One of his immediate focuses until he takes office, he said, will be increasing the COVID-19 vaccination rate in city neighborhoods. According to state data, less than 30 percent of eligible residents in the 14614, 14605, and 14613 area codes have completed a vaccination series, compared with almost 55 percent of the Finger Lakes Region as a whole.

“We have two of the lowest vaccination rates in New York state,” Evans said. “I believe that with the Fourth of July coming, as well as the summer months, I believe it is absolutely vital that we have herd immunity.”

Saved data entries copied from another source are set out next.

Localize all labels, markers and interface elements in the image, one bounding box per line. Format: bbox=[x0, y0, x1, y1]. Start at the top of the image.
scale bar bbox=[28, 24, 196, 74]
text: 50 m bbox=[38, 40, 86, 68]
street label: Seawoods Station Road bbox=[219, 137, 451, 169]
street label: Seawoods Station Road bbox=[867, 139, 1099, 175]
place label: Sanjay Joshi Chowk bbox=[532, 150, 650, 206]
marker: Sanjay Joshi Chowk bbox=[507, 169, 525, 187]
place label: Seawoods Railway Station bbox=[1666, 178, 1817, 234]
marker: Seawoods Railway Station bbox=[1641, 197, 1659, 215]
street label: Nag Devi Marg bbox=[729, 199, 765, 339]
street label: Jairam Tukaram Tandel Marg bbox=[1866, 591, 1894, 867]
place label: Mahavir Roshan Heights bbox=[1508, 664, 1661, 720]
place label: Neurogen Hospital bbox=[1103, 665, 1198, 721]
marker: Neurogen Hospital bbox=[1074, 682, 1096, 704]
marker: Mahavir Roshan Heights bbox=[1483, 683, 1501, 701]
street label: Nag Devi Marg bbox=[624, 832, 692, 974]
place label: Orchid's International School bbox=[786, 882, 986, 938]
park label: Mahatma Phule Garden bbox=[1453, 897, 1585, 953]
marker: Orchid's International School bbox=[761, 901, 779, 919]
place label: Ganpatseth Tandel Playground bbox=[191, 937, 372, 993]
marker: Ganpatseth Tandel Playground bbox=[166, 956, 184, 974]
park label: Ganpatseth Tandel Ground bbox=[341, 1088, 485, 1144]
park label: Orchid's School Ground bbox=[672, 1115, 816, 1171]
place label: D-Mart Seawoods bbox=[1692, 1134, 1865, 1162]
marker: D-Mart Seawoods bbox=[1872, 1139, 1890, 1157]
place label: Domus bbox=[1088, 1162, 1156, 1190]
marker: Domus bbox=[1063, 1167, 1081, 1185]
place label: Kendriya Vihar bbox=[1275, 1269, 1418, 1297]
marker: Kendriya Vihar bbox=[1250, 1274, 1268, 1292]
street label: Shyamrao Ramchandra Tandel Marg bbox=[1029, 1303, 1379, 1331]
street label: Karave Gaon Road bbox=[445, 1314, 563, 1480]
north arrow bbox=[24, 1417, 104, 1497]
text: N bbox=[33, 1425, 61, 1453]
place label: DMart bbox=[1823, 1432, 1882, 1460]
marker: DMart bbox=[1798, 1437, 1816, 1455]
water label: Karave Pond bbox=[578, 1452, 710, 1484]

Evans also said there was no time to wait to attempt to curb the gun violence plaguing Rochester. He noted that city school officials had announced recently that they were opting to move some celebrations to close out the academic year indoors for fear of street violence, and said he twice came upon the aftermath of two murders while walking the campaign trail.

“I witnessed and was close to this violence almost firsthand on two different occasions while on the campaign trail out talking with voters on Scio Street and on Genesee Street,” Evans said. “I was at both of those locations within hours of murders taking place.”

This year to date, the city has had 31 homicides, 70 percent of which were shooting deaths, according to the Rochester Police Department.

At times, he chided members of the media for what he suggested was their over-reliance on outside political observers, typically political scientists from local universities that he called the "political chattering class," to frame their coverage of the primary race leading up to the election.

Most of those analysts predicted a Warren victory, although some changed their opinions in the weeks leading up to the election following her husband's arrest, sensing, like many in the city, that the electorate had had enough of their mayor and city making national headlines for all the wrong reasons.

In the same breath, he pledged to be accessible to journalists, calling their role in a functioning democracy "critical."

By contrast, Warren was guarded with the press and tightly controlled her messages. She outright refused to speak with some local journalists whose coverage of her she felt reflected negatively on her administration.

Evans said his administration will be forthcoming and responsive.

“I won’t ban any media people, although sometimes I think about it, I won’t do it,” Evans said, jokingly. “But I will make myself available because, guess what, at the end of the day it’s the taxpayers that pay your salary, not the private sector.”